**What needs to be done**
Could you set down exactly the lines in the records below between the line holding "position:absolute; inset:0; border:5px" and the line holding "function write(font, color, halo, rows, align", inclusive?

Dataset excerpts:
================

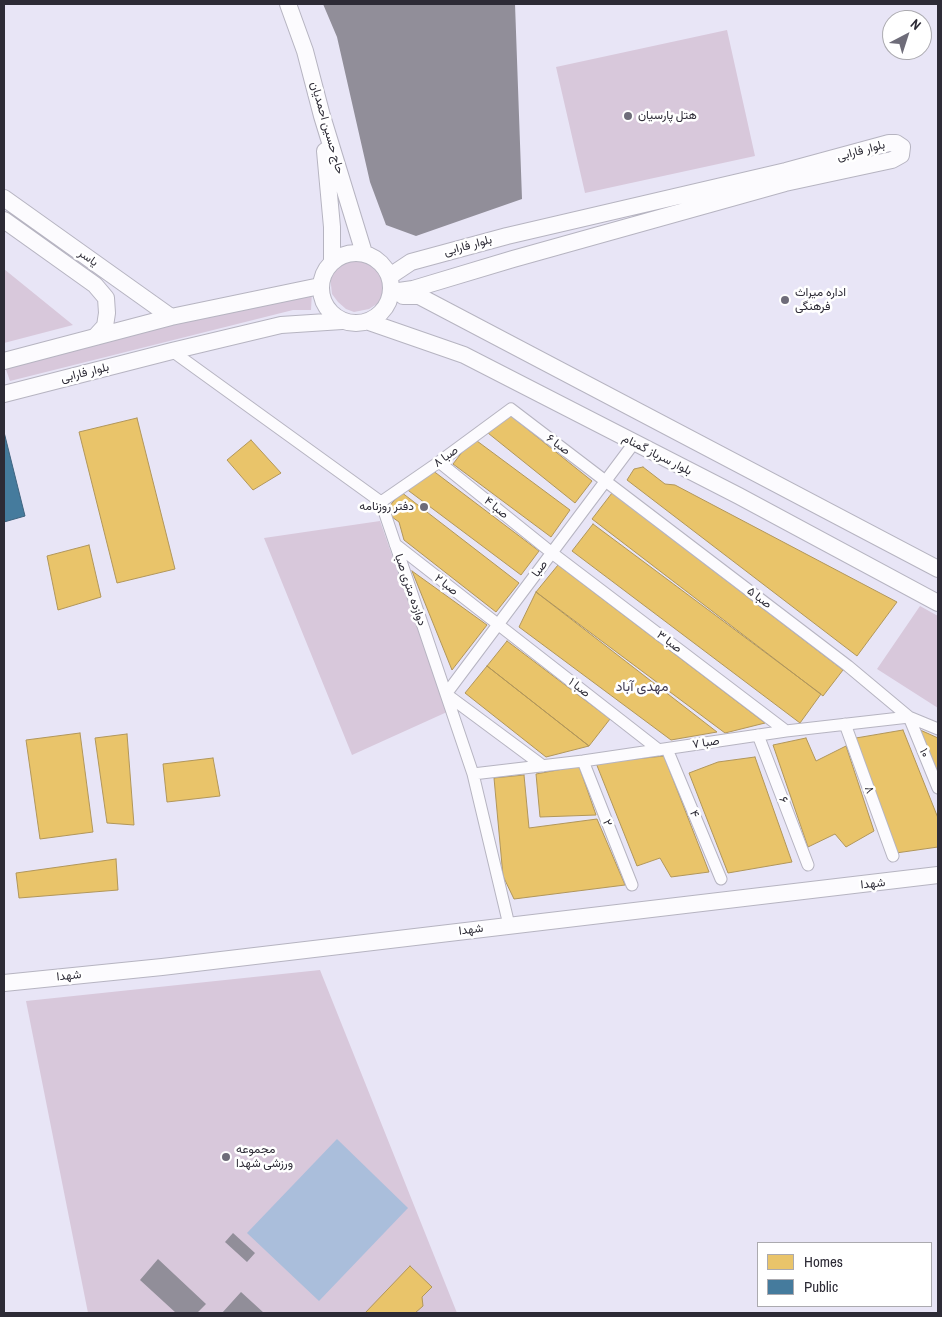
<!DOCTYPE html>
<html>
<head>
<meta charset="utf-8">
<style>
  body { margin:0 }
  #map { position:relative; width:942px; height:1317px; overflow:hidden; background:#e8e5f6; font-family:"Archivo Narrow",sans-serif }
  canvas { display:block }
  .frame { position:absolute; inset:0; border:5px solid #2d2b36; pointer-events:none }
  .legend { position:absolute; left:757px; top:1242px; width:175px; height:65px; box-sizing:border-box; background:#fff; border:1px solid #abaaaf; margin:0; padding:6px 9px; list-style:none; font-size:15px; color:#2d2b36 }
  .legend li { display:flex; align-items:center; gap:10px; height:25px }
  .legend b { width:25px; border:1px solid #abaaaf }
  .north { position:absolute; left:882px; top:10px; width:50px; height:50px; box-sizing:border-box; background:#fff; border:1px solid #abaaaf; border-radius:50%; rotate:40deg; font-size:14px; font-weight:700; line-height:20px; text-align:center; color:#2d2b36 }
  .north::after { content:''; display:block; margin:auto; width:18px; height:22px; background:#6e6c79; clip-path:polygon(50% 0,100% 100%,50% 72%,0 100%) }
</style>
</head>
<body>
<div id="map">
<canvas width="942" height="1317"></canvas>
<div class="frame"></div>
<ul class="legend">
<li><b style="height:14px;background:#e9c46a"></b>Homes</li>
<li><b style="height:14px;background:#457b9d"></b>Public</li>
</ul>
<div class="north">N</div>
</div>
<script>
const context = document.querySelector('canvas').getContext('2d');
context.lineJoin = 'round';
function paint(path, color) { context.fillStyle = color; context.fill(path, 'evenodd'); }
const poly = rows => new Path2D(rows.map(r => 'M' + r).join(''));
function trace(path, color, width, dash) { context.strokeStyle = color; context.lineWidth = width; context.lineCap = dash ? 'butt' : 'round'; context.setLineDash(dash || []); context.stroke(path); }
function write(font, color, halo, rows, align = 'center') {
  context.font = font + ' "Archivo Narrow",Vazirmatn,sans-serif'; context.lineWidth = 5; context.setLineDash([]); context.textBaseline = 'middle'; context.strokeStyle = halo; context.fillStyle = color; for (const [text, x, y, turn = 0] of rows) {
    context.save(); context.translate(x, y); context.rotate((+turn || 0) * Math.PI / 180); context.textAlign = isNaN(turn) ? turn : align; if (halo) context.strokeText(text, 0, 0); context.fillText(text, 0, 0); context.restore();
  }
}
paint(poly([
  [727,30,755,156,585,193,556,67],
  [360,255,373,258,384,269,389,280,388,293,380,302,369,309,354,312,346,309,338,302,332,294,330,276,333,270,340,262,348,257],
  [4,269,73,325,4,343],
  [312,292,311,310,293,310,10,381,4,364],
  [380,521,447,712,352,755,264,538],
  [920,606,938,616,938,708,877,669],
  [320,970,457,1313,88,1313,26,1001]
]), '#d8c8db');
paint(poly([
  [337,1139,408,1208,319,1301,247,1233]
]), '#aabedb');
const homes = poly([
  [506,412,592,481,575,503,483,429,506,412],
  [137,418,175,569,117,583,79,432,137,418],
  [473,438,570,510,551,537,453,464,473,438],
  [251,440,281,473,253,490,227,460,251,440],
  [643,467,665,484,675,485,897,602,857,656,627,480,634,469,643,467],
  [432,470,539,551,521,575,405,488,432,470],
  [401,492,519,583,496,612,404,540,399,522,385,512,401,492],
  [612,493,843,670,823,696,592,519,612,493],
  [593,524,821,694,800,723,572,551,593,524],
  [89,545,101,597,58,610,47,556,89,545],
  [558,565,765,723,725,733,536,592,558,565],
  [412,571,487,625,452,670,412,571],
  [536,592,717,732,671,740,519,627,536,592],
  [507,641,610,719,589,746,487,666,507,641],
  [487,666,589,746,546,757,465,693,487,666],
  [918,729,938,738,938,778,918,729],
  [903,730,938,818,938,847,896,853,856,738,903,730],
  [80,733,93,832,40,839,26,740,80,733],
  [127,734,134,825,107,823,95,738,127,734],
  [806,738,816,761,846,746,874,831,846,847,835,834,808,847,773,745,806,738],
  [664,756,709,872,671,877,660,858,637,866,596,763,664,756],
  [755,757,792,862,728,873,689,773,718,762,755,757],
  [213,758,220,796,167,802,163,764,213,758],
  [579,766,596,815,540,817,536,774,579,766],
  [524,775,529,828,597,819,625,885,514,899,503,876,494,778,524,775],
  [116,859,118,890,19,898,16,873,116,859],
  [410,1266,432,1287,422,1297,423,1306,415,1313,365,1313,410,1266]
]);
paint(homes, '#e9c46a');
trace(homes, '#b1965a', 1);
const public = poly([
  [4,432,25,516,4,522,4,432]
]);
paint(public, '#457b9d');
trace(public, '#3e637e', 1);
paint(poly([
  [323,4,515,4,522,199,416,236,386,225,370,182,337,37],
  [233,1233,255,1253,247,1262,225,1242],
  [158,1259,206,1304,197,1313,176,1313,140,1280],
  [241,1292,264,1313,222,1313]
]), '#918e99');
const minor = poly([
  [172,351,381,502,473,774,509,925],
  [439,462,552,553,786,731],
  [381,502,439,462,511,409,848,666,909,717,938,788],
  [395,544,659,750],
  [845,724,893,856],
  [758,735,808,865],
  [667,749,721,879],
  [583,761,632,885],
  [543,766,446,694,634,443],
  [473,774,583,761,786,731,909,717,938,729]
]);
const secondary = poly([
  [288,4,305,51,322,116,364,253],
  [325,151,332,227,332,262],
  [4,198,171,317],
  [4,220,95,285,106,298,107,313,105,326,95,337],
  '321 288a35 35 0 1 1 70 0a35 35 0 1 1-70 0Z',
  [390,276,411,262,507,236,786,171,889,143,896,143,902,147,901,155,892,160,785,183,513,259,413,289,392,292],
  [403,296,419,296,938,569],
  [369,322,464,355,739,496,938,603],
  [4,361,171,317,320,286],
  [4,394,172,351,281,325,342,321],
  [4,983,162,967,938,875]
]);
trace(minor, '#b6b4c1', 13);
trace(secondary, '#b6b4c1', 18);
trace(minor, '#fcfbfe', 11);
trace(secondary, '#fcfbfe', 16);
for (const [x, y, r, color] of [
  [628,116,5,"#6e6c79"],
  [785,300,5,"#6e6c79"],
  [424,507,5,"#6e6c79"],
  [226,1157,5,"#6e6c79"]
]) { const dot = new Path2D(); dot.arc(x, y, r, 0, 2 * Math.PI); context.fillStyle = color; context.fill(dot); trace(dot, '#fff', 2); }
write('12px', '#2d2b36', '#fff', [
  ["هتل پارسیان",638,116],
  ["اداره میراث",795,293],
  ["فرهنگی",795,307],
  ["دفتر روزنامه",414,507,"right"],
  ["مجموعه",236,1150],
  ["ورزشی شهدا",236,1164]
], 'left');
write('12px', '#2d2b36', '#fff', [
  ["حاج حسین احمدیان",327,128,74],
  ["بلوار فارابی",861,151,-15],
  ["بلوار فارابی",468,246,-15],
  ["یاسر",88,258,35],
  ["بلوار فارابی",85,373,-14],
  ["صبا ۶",558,445,37],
  ["بلوار سرباز گمنام",657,455,27],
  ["صبا ۸",446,457,-36],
  ["صبا ۴",496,508,39],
  ["صبا",540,569,-53],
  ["صبا ۲",446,585,38],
  ["دوازده متری صبا",410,590,71],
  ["صبا ۵",759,598,37],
  ["صبا ۳",669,642,37],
  ["صبا ۱",579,688,38],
  ["صبا ۷",706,743,-9],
  ["۱۰",924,753,68],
  ["۸",869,790,70],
  ["۶",783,800,69],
  ["۴",694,814,68],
  ["۲",607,823,68],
  ["شهدا",873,884,-6],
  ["شهدا",471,930,-7],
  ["شهدا",69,976,-6]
]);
write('14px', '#403b52', '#fff', [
  ["مهدی آباد",642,687]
]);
</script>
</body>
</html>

================

**Task result**
  .frame { position:absolute; inset:0; border:5px solid #2d2b36; pointer-events:none }
  .legend { position:absolute; left:757px; top:1242px; width:175px; height:65px; box-sizing:border-box; background:#fff; border:1px solid #abaaaf; margin:0; padding:6px 9px; list-style:none; font-size:15px; color:#2d2b36 }
  .legend li { display:flex; align-items:center; gap:10px; height:25px }
  .legend b { width:25px; border:1px solid #abaaaf }
  .north { position:absolute; left:882px; top:10px; width:50px; height:50px; box-sizing:border-box; background:#fff; border:1px solid #abaaaf; border-radius:50%; rotate:40deg; font-size:14px; font-weight:700; line-height:20px; text-align:center; color:#2d2b36 }
  .north::after { content:''; display:block; margin:auto; width:18px; height:22px; background:#6e6c79; clip-path:polygon(50% 0,100% 100%,50% 72%,0 100%) }
</style>
</head>
<body>
<div id="map">
<canvas width="942" height="1317"></canvas>
<div class="frame"></div>
<ul class="legend">
<li><b style="height:14px;background:#e9c46a"></b>Homes</li>
<li><b style="height:14px;background:#457b9d"></b>Public</li>
</ul>
<div class="north">N</div>
</div>
<script>
const context = document.querySelector('canvas').getContext('2d');
context.lineJoin = 'round';
function paint(path, color) { context.fillStyle = color; context.fill(path, 'evenodd'); }
const poly = rows => new Path2D(rows.map(r => 'M' + r).join(''));
function trace(path, color, width, dash) { context.strokeStyle = color; context.lineWidth = width; context.lineCap = dash ? 'butt' : 'round'; context.setLineDash(dash || []); context.stroke(path); }
function write(font, color, halo, rows, align = 'center') {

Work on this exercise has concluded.